What also made Humana attractive to Aetna was its large client base of seniors in its Medicare Advantage Program.

“The acquisition of Humana aligns two great companies and will significantly advance our strategy of more effectively serving members in a rapidly changing health care industry,” said Aetna CEO Mark Bertolini in the statement.

A report Thursday night from the Wall Street Journal indicated that a deal was imminent. Bloomberg reported that both companies had been locked in negotiations for weeks.

Shares of Humana have been spiking of late, as rumors of its imminent takeover by Aetna were swirling. Humana's stock popped 8% one week ago Thursday.

As we highlighted last week, the Aetna-Humana collaboration is just part of "an intense five-way fight for consolidation" among the big healthcare insurers who are trying to stay competitive. Such measures have become ever more pertinent since the Supreme Court affirmed an important element of the Affordable Care Act June 25.
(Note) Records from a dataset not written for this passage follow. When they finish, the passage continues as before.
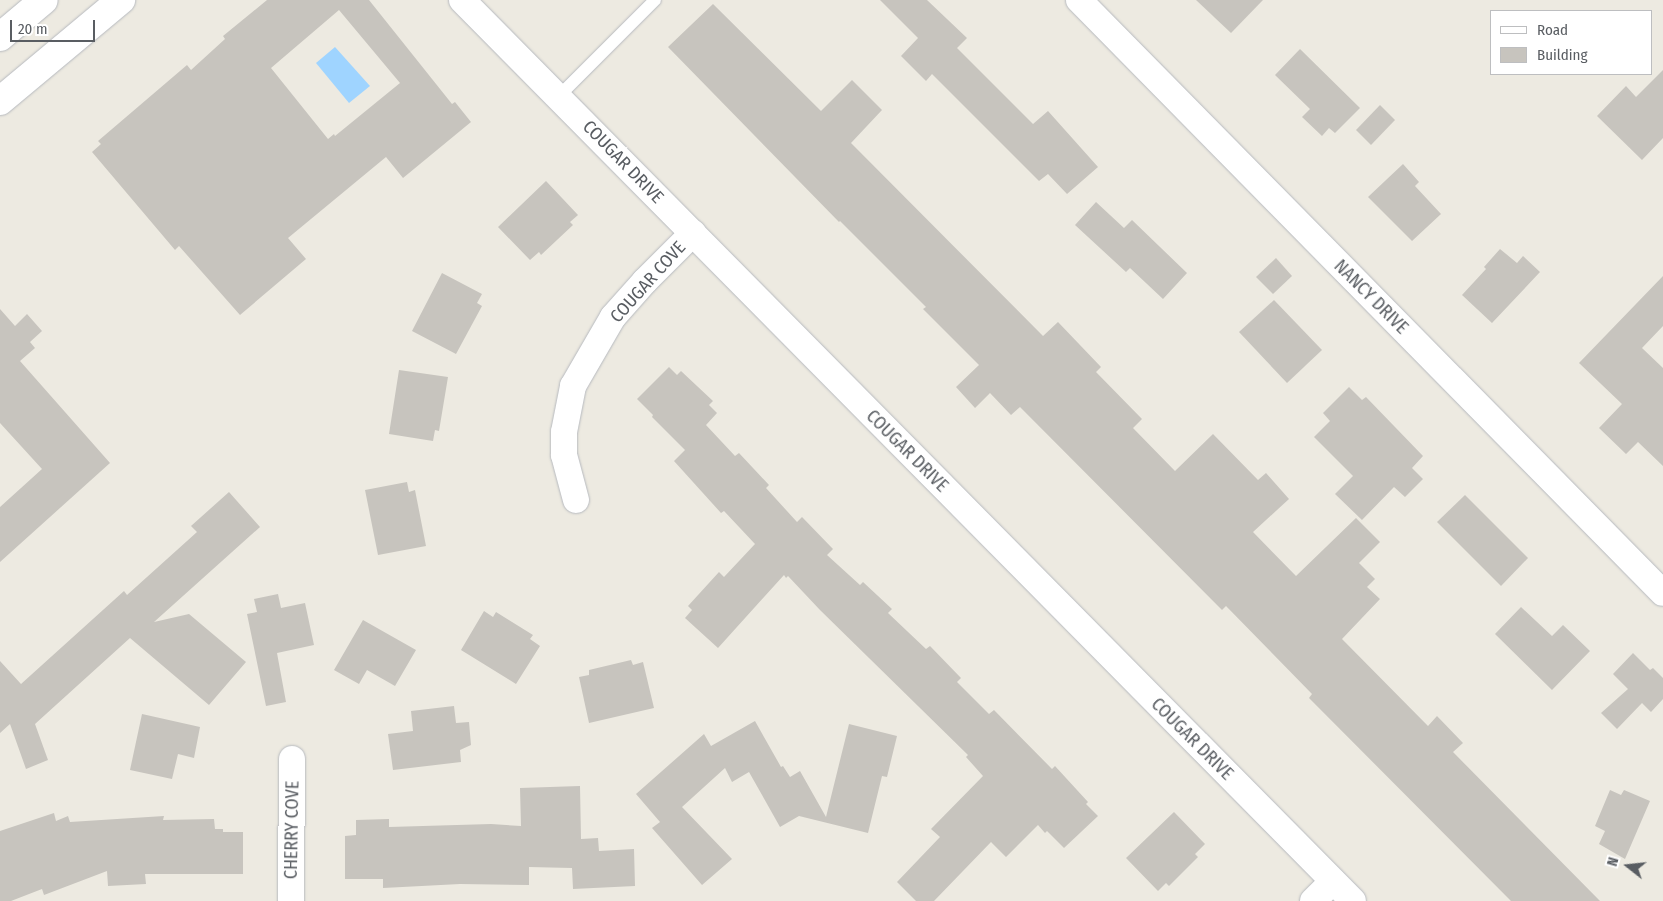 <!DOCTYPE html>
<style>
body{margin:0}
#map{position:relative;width:1663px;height:901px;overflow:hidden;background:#edeae1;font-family:"Fira Sans Condensed",sans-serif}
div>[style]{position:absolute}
.water>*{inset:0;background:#9fd4ff}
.building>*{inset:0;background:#c7c4be}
.roads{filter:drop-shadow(0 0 1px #b6b9be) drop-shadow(0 0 1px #b6b9be)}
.service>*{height:12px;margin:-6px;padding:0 6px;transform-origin:6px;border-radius:6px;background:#fff}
.minor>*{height:26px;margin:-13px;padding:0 13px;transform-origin:13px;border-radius:13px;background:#fff}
.secondary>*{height:28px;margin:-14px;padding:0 14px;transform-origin:14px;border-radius:14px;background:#fff}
span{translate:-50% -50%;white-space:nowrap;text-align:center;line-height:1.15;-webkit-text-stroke:4.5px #fff;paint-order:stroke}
.street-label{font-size:18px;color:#595d62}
.legend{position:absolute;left:1490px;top:10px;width:162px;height:65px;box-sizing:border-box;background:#fff;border:1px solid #bdbec0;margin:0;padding:6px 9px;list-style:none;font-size:15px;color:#595d62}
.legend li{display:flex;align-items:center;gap:10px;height:25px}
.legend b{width:25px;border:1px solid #bdbec0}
.north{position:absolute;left:1603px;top:841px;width:50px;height:50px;-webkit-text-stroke:4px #fff;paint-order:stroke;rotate:286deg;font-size:14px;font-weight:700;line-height:20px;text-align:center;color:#595d62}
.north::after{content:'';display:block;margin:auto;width:18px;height:22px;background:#595d62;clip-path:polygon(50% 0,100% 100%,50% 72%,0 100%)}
.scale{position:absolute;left:10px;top:20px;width:85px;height:22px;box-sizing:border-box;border:2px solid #595d62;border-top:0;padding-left:6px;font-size:15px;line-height:18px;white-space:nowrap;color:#595d62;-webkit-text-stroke:4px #fff;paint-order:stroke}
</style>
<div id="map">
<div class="water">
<i style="clip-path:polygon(335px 47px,370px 86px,349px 103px,316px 63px)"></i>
</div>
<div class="building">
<i style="clip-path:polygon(evenodd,267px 0,369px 0,452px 104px,455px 102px,471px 122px,403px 178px,386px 157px,288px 238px,306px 259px,240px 315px,179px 246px,175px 250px,92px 152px,101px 144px,98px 141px,187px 65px,191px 70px,225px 39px,223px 36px,267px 0,339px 10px,400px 83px,335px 136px,334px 134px,328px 139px,271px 68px,339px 10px)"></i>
<i style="clip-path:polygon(880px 0,927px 0,967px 38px,957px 48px,1033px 124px,1048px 111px,1098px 167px,1067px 194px,1048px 174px,1039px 181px,932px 74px,926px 81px,901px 56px,918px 38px)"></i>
<i style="clip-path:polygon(1196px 0,1263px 0,1231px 33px)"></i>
<i style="clip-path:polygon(713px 4px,821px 111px,852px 80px,882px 110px,851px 143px,1043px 336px,1058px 322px,1101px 367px,1096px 372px,1142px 419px,1133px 428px,1175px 471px,1213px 434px,1258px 480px,1266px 473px,1289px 499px,1253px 532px,1296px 576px,1356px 518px,1380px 542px,1359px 563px,1375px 579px,1367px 587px,1380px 599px,1342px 639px,1428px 726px,1437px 716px,1463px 743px,1453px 752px,1600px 901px,1511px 901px,1309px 698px,1312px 694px,1226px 606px,1222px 610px,1020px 407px,1011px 415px,990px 393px,975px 408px,956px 387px,979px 365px,923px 309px,926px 307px,840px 221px,839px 222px,668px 47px)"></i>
<i style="clip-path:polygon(1300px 49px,1360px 108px,1335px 133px,1329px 128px,1322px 136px,1302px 117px,1310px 109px,1275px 75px)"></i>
<i style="clip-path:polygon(1663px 70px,1663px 138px,1642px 160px,1597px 116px,1626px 86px,1636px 97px)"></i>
<i style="clip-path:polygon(1380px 105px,1395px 120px,1371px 145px,1356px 130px)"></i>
<i style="clip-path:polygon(1403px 164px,1419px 182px,1415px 186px,1441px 214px,1412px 241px,1368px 197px)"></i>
<i style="clip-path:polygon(546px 181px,578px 215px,570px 222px,573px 225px,541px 255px,539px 252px,530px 260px,498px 227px)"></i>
<i style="clip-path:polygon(1096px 202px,1124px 228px,1132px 220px,1187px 273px,1163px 299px,1130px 268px,1126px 272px,1075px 225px)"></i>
<i style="clip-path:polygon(1500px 249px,1517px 263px,1523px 256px,1540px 272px,1492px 323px,1462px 295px,1486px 269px,1484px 267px)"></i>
<i style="clip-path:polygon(1276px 258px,1292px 276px,1273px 294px,1256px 277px)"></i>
<i style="clip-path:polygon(442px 273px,482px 294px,477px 303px,482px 306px,456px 354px,412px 331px)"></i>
<i style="clip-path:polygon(1663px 276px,1663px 326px,1642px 348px,1663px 368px,1663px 466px,1638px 442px,1626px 454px,1599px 428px,1622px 404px,1579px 363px)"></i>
<i style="clip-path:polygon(1274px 300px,1322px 350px,1287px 383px,1239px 332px)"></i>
<i style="clip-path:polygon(0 309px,15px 326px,27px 314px,42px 331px,30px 342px,35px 348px,20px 361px,110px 463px,0 562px,0 507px,42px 469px,0 423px)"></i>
<i style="clip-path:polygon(669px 367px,677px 375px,681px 371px,713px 401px,709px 405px,717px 413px,706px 425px,735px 456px,739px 453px,769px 485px,766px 488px,797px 522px,802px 517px,833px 549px,827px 555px,860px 585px,863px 582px,892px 609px,888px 613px,926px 649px,930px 646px,961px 678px,957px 682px,989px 714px,994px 710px,1052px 769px,1055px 766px,1088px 802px,1086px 804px,1098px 816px,1064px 848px,1047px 831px,1045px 833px,1038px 825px,1006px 857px,991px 842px,934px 901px,916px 901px,897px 882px,940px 837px,931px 829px,983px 776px,966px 757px,968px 755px,820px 610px,788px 576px,786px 578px,784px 575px,718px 648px,685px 618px,692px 610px,688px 606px,719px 572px,724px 577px,755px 544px,724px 511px,721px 513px,674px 461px,685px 450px,652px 417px,653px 415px,637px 399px)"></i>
<i style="clip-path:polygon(399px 370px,448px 377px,439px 431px,435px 430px,433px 441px,389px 434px)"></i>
<i style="clip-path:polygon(1349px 387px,1362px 400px,1366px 397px,1423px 456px,1412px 468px,1423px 479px,1405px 497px,1394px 487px,1362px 520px,1335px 494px,1353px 476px,1314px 437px,1330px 421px,1323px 413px)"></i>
<i style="clip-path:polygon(407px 482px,409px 492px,415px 490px,426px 546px,378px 555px,365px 490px)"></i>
<i style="clip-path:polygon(229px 492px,260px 527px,154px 622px,189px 614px,246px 662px,209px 705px,130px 638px,35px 724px,48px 760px,26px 769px,10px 724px,0 733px,0 661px,21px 684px,124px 591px,127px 595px,197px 532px,191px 526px)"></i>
<i style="clip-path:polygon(1465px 495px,1528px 558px,1501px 586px,1437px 522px)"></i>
<i style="clip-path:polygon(278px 594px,281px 608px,305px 603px,314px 645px,277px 653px,286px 702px,266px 706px,247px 614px,257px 612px,254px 599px)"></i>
<i style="clip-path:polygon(1521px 607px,1552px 636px,1563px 625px,1590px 651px,1552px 690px,1495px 634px)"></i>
<i style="clip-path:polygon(484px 611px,493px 617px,496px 612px,533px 635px,530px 639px,540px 646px,516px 684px,461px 650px)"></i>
<i style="clip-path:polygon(363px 620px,416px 650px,395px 686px,367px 670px,359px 684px,334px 670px)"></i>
<i style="clip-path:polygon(1633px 653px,1650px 670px,1653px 668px,1663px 678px,1663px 699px,1651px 712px,1642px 703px,1617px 729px,1601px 713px,1628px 689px,1613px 674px)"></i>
<i style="clip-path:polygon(631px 660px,633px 665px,643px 662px,654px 708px,589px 723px,579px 677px,589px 675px,589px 670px)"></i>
<i style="clip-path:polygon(454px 706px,456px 723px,469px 722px,471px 745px,460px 750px,461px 762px,393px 770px,388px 734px,413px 731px,411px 711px)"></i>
<i style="clip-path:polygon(142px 714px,200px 727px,194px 758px,178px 754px,172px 779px,130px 770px)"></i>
<i style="clip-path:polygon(755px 721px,781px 767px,783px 766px,790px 777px,800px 771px,826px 817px,849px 724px,897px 736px,887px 777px,882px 776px,868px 833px,799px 816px,780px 827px,749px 772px,732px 782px,725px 768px,682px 807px,732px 859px,702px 885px,652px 828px,660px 822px,636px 794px,704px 734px,711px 746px)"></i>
<i style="clip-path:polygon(580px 786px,581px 839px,598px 838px,599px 851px,634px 849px,635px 886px,573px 889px,572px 868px,529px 867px,529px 885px,460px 884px,383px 888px,383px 879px,345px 879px,345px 836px,356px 835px,356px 820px,389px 819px,389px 827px,491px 824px,521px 826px,520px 788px)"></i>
<i style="clip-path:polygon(1610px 790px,1621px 795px,1624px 790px,1650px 801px,1625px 859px,1599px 844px,1605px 831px,1595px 826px)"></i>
<i style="clip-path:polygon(1174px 812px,1205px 844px,1195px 854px,1198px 857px,1169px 886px,1166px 883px,1158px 891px,1126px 858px)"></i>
<i style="clip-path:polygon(54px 813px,56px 821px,68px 816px,70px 822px,164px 816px,163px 820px,214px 819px,215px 829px,223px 829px,223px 832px,243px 832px,243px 874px,145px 874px,146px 884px,108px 886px,107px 871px,44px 895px,42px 889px,11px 901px,0 901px,0 831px)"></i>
</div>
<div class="roads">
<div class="service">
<i style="left:558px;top:97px;width:137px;rotate:-45deg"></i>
</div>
<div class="minor">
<i style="left:462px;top:0;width:1267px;rotate:45.32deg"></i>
<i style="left:1079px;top:0;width:832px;rotate:45.44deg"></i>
<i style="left:576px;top:500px;width:47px;rotate:-104.9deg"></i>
<i style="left:564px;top:455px;width:23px;rotate:-90deg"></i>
<i style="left:564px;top:432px;width:47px;rotate:-78.9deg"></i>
<i style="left:573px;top:386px;width:80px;rotate:-59.9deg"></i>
<i style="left:613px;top:317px;width:48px;rotate:-48.4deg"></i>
<i style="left:645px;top:281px;width:68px;rotate:-45deg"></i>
<i style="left:291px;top:901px;width:142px;rotate:-89.6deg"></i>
<i style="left:1313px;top:901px;width:28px;rotate:-45deg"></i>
</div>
<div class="secondary">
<i style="left:0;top:37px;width:57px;rotate:-40.1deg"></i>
<i style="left:0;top:101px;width:158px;rotate:-39.9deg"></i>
</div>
</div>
<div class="street-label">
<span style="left:623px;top:162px;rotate:46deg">COUGAR DRIVE</span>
<span style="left:648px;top:282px;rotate:-48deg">COUGAR COVE</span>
<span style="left:1371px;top:297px;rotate:45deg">NANCY DRIVE</span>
<span style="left:907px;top:451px;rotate:45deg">COUGAR DRIVE</span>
<span style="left:1192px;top:739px;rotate:45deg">COUGAR DRIVE</span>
<span style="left:292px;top:830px;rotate:-89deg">CHERRY COVE</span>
</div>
<ul class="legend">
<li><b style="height:6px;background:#fff"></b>Road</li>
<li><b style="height:14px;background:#c7c4be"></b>Building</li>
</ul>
<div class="north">N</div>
<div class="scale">20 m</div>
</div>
The motivation for such consolidation among the insurers is to cut costs for themselves and, they argue, for consumers also.

Elsewhere on the healthcare merger front, Cigna and Anthem have been locked in an acquisition chase of their own. Cigna in late June rejected what it called an "inadequate" $47 billion takeover bid from Anthem, to which Anthem responded by reiterating its offer less than a day later.